A financial market is a complex system in which a large number of traders interact with one another, and also react to information, and determine the ‘best’ price for a given item. The time evolution of the price and the number of transactions of a traded item is generally unpredictable.



The time series indicating the price variation of an item is found to be essentially indistinguishable from a stochastic or random process. Like other complex systems, financial markets are open systems with many interacting subunits, and the subunits interact nonlinearly.


In the study of stock markets, the so-called efficient-market hypothesis serves as a useful benchmark. An efficient market is defined as one in which all the available information is processed instantly when it reaches the market, and in which this fact is immediately reflected in new values of prices of the traded assets. The efficient-market hypothesis (EMH) makes the idealized stipulation that any market is highly efficient in determining the most rational price of a traded item or asset. It was originally formulated in the 1960s. There are two assumptions involved here:
(i) the market is efficient; and
(ii) the behaviour of traders is strictly rational.
As we shall see below, this is only an idealization.

Why does the time series of returns appear to be random? This is because it carries so much information that there are no readily discernible regularities in it. It is, by and large, a 'non-redundant' time series, meaning that the information it carries is almost irreducible, or algorithmically incompressible, for most practical purposes (cf. Part 23). The EMH requires that the concerned time series for market prices has a 'dense' amount of non-redundant information. Since there are limits on the speed and capacity of our computers, a time series carrying this information is almost indistinguishable from a totally random time series. Of course, analysis of the deviation from a totally random time series is a good way of testing the degree of validity of the EMH in a given situation.


Suppose there is good demand for a commodity because of its attractive existing price. Naturally, the price will increase. This will then reduce the demand. And a reduced demand will entail a lowering of the price, and so on, till the demand and the price have reached a state of equilibrium. Thus negative feedbacks tend to stabilize an economy, as per conventional economic theory. This law of diminishing returns implies a single equilibrium point for an economy, and such situations are amenable to analytical control.



By and large, resource-based economic activities (e.g. agriculture and mining) tend to follow the law of diminishing returns. By contrast, knowledge-based parts of an economy are generally governed by the law of increasing returns or positive feedback.

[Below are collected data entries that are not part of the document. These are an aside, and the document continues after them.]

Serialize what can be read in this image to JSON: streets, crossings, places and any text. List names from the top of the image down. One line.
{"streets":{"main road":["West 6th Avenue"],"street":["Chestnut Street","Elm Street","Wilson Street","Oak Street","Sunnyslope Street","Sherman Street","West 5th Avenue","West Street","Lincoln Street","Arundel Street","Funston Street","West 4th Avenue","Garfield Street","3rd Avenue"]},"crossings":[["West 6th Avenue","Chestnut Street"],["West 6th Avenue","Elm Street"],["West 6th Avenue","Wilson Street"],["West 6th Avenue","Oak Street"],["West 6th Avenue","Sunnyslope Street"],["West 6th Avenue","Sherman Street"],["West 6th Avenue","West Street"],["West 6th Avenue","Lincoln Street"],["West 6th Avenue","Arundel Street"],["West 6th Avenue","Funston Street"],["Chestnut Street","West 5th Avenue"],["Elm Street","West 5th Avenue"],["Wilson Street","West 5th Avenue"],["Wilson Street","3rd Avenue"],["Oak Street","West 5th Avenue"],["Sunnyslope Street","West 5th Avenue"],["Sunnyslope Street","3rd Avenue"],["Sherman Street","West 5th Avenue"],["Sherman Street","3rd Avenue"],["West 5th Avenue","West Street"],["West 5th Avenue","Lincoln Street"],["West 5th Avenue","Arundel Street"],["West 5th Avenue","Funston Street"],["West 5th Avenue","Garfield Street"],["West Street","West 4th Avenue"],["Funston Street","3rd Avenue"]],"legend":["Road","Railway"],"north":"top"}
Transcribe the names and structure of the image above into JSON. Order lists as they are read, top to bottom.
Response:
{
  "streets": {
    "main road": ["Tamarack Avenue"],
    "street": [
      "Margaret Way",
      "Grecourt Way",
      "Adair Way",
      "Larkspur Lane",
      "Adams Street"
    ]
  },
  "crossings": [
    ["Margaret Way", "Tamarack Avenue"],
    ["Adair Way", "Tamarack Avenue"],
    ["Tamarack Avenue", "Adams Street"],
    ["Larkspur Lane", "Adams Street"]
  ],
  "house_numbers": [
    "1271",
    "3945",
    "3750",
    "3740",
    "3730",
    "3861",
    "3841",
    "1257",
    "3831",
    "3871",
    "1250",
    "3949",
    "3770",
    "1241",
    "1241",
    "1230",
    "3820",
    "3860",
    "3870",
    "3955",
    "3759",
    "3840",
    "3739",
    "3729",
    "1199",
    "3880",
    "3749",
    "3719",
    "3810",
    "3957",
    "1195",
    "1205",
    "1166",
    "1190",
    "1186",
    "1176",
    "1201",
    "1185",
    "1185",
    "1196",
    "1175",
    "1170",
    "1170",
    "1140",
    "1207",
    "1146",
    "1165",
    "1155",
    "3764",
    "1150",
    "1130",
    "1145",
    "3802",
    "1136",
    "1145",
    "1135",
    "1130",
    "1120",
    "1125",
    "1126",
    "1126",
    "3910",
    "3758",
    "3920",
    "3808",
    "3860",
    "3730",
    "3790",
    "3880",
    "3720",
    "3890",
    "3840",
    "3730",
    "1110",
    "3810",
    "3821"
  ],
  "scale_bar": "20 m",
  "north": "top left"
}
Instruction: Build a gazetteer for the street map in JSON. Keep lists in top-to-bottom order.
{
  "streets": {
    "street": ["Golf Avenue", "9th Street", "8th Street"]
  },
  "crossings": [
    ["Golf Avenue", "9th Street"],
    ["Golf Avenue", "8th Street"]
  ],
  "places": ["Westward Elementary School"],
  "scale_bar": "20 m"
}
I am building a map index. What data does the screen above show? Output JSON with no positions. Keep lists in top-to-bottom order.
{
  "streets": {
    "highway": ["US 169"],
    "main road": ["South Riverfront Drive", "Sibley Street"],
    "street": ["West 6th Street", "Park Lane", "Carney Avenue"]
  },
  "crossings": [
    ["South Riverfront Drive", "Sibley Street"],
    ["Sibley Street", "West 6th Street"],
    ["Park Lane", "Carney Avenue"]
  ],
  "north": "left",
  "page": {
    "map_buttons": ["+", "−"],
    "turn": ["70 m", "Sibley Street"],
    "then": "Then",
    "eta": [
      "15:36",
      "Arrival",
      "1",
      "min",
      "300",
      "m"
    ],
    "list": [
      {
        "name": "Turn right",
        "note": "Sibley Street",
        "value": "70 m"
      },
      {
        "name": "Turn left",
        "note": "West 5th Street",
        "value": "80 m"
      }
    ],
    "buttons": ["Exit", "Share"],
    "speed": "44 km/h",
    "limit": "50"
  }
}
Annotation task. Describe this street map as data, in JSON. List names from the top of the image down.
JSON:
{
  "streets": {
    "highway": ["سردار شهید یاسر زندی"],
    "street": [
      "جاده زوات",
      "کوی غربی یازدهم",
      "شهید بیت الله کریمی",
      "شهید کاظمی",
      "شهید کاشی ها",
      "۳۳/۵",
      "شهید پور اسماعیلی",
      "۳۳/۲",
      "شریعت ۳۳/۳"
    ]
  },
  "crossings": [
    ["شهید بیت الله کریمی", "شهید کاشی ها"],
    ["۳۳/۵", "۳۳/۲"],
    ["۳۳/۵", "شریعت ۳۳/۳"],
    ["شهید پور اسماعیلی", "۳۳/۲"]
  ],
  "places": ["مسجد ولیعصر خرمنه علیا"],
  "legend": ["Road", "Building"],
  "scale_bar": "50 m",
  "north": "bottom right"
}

As demonstrated by the pioneering studies of Brian Arthur during the 1990s, positive feedbacks often occur in an economy, with the resultant multiple equilibrium points. Small shifts in the economy can get amplified, rather than smothered out. The economy evolves like any open, nonlinear complex system. There can be multiple bifurcations in phase space, and it is difficult to predict which bifurcation branch will be chosen by the market forces. What is more, once the random events select a particular branch or path in phase space, the choice tends to get locked-in, regardless of the advantages of the alternatives.

An example is the history of the VCR industry. The market started out with two competing formats, VHS and Beta, selling at about the same price. (It appears, in hindsight, that Beta was technically superior.) In the beginning there were increasing returns for each format, as their market shares increased. For example, a large number of VHS recorders in the hands of consumers motivated the vendors to stock more prerecorded tapes in the VHS format. This encouraged more people to buy VHS recorders. The same law of increasing returns operated for the Beta format also. In the beginning there were fluctuations in the fortunes of the two competing brands, attributable to factors such as external circumstances, ‘luck’, and corporate manoeuvring. Then, perhaps by chance, increasing returns on early gains by VHS (reduced production costs per unit on increased volumes of production) tilted the game in favour of VHS, driving the other technology out of the market. This is something which could not have been predicted in the beginning.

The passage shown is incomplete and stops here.